**** Task data ****
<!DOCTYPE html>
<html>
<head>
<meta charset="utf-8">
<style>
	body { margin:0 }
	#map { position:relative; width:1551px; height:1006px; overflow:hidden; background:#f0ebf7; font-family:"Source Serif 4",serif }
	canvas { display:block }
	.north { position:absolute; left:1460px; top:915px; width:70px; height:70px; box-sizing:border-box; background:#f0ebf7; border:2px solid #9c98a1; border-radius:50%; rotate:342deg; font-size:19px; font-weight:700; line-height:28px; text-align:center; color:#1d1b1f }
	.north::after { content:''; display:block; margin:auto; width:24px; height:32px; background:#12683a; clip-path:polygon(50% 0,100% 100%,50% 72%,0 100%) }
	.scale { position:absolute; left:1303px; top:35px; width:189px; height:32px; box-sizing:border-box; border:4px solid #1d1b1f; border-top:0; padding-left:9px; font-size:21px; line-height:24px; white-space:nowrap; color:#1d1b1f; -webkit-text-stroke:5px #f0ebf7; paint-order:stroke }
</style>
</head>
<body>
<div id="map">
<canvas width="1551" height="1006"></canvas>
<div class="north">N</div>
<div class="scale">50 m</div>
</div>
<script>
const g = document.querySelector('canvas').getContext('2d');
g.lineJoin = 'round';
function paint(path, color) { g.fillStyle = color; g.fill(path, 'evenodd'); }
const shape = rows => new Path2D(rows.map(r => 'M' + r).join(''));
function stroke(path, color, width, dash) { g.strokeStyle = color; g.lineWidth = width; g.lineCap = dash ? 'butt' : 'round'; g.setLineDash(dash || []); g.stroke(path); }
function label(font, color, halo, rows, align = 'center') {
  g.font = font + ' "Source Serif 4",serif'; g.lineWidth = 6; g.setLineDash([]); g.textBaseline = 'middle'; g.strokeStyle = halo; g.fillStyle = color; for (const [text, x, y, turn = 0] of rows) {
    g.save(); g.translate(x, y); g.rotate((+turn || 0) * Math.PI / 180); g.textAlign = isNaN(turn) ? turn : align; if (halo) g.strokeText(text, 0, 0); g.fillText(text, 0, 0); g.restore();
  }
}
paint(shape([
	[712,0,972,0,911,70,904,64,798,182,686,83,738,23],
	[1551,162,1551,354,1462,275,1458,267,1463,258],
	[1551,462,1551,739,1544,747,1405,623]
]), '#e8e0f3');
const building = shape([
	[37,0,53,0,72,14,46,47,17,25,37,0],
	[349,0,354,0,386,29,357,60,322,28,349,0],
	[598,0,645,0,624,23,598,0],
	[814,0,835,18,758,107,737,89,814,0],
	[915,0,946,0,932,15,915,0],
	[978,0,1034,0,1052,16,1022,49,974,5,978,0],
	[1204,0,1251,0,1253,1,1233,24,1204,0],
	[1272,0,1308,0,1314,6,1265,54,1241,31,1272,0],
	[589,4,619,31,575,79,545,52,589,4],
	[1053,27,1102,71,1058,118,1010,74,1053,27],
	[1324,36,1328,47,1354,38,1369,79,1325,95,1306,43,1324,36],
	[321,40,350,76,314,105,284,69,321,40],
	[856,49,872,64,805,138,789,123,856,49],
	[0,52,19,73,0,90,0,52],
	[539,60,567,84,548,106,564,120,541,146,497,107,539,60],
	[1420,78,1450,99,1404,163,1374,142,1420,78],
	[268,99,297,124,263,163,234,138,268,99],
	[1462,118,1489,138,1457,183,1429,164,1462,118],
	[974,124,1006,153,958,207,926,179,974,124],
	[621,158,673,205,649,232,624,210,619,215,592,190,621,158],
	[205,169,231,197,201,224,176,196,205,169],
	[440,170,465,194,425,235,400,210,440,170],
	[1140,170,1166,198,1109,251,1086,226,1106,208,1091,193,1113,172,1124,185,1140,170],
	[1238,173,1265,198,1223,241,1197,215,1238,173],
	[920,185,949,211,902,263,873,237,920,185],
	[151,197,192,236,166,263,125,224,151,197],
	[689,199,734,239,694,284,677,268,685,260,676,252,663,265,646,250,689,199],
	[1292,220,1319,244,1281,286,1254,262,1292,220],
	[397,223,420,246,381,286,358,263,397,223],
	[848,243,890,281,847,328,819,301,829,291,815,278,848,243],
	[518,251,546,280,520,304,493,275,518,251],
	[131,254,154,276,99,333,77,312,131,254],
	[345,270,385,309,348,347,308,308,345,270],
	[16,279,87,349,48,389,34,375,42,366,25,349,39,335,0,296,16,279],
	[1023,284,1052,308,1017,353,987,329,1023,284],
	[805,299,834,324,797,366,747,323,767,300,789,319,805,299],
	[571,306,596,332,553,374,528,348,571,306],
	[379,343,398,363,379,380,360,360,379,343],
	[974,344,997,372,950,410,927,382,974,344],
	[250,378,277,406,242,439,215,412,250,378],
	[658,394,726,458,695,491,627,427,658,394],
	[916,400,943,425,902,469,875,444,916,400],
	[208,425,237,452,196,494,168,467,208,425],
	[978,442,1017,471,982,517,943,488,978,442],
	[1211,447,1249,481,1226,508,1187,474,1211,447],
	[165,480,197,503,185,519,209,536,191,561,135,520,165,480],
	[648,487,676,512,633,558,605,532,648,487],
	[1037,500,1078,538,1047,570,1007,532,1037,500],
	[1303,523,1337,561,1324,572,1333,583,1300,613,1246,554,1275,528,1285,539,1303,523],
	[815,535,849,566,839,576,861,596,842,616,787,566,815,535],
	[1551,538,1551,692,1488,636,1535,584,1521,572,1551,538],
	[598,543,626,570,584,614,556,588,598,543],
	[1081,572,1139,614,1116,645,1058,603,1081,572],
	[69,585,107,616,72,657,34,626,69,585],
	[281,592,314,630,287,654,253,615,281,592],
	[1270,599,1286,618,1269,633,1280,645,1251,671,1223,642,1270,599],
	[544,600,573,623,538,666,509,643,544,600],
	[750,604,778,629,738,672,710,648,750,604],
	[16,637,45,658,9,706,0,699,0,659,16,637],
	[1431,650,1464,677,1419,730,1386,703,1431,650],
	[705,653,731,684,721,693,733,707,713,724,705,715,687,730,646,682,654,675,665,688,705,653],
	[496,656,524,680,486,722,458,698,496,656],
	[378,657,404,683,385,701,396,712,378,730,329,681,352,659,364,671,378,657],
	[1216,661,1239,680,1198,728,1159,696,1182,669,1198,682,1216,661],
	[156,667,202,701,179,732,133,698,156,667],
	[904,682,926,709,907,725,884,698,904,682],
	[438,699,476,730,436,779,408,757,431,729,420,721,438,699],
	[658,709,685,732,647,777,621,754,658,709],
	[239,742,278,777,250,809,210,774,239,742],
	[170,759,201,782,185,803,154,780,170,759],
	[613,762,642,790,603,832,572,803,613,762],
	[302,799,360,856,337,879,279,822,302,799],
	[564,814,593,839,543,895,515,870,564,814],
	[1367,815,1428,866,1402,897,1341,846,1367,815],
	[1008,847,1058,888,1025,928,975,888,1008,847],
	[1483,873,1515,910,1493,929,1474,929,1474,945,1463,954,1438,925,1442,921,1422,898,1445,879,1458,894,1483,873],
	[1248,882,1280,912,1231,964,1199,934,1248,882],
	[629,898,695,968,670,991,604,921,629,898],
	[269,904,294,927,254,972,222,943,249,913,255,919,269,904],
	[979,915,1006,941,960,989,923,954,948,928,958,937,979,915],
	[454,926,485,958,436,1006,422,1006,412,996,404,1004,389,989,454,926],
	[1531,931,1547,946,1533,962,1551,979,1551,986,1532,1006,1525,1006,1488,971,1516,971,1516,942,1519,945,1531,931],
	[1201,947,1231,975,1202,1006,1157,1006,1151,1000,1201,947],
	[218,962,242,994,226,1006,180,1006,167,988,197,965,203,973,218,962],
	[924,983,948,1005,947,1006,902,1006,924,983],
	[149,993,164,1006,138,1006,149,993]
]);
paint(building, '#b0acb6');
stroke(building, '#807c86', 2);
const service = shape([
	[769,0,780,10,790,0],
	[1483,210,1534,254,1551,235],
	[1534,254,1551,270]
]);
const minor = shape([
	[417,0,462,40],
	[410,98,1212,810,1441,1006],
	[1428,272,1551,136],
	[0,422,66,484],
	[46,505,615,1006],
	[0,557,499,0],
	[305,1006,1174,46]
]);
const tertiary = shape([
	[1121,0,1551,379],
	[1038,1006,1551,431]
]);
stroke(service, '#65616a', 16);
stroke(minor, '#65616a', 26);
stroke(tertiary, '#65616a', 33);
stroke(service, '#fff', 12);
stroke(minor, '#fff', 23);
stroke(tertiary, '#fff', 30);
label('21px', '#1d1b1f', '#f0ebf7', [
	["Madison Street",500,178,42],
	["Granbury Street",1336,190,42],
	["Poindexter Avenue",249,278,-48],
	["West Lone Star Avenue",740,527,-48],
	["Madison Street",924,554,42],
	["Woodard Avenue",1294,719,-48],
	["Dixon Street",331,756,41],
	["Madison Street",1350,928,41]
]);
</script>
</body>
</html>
****
*Exercise requirements*: Where a line of the records includes "canvas", copy it.

*Solution to the problem*:
	canvas { display:block }
<canvas width="1551" height="1006"></canvas>
const g = document.querySelector('canvas').getContext('2d');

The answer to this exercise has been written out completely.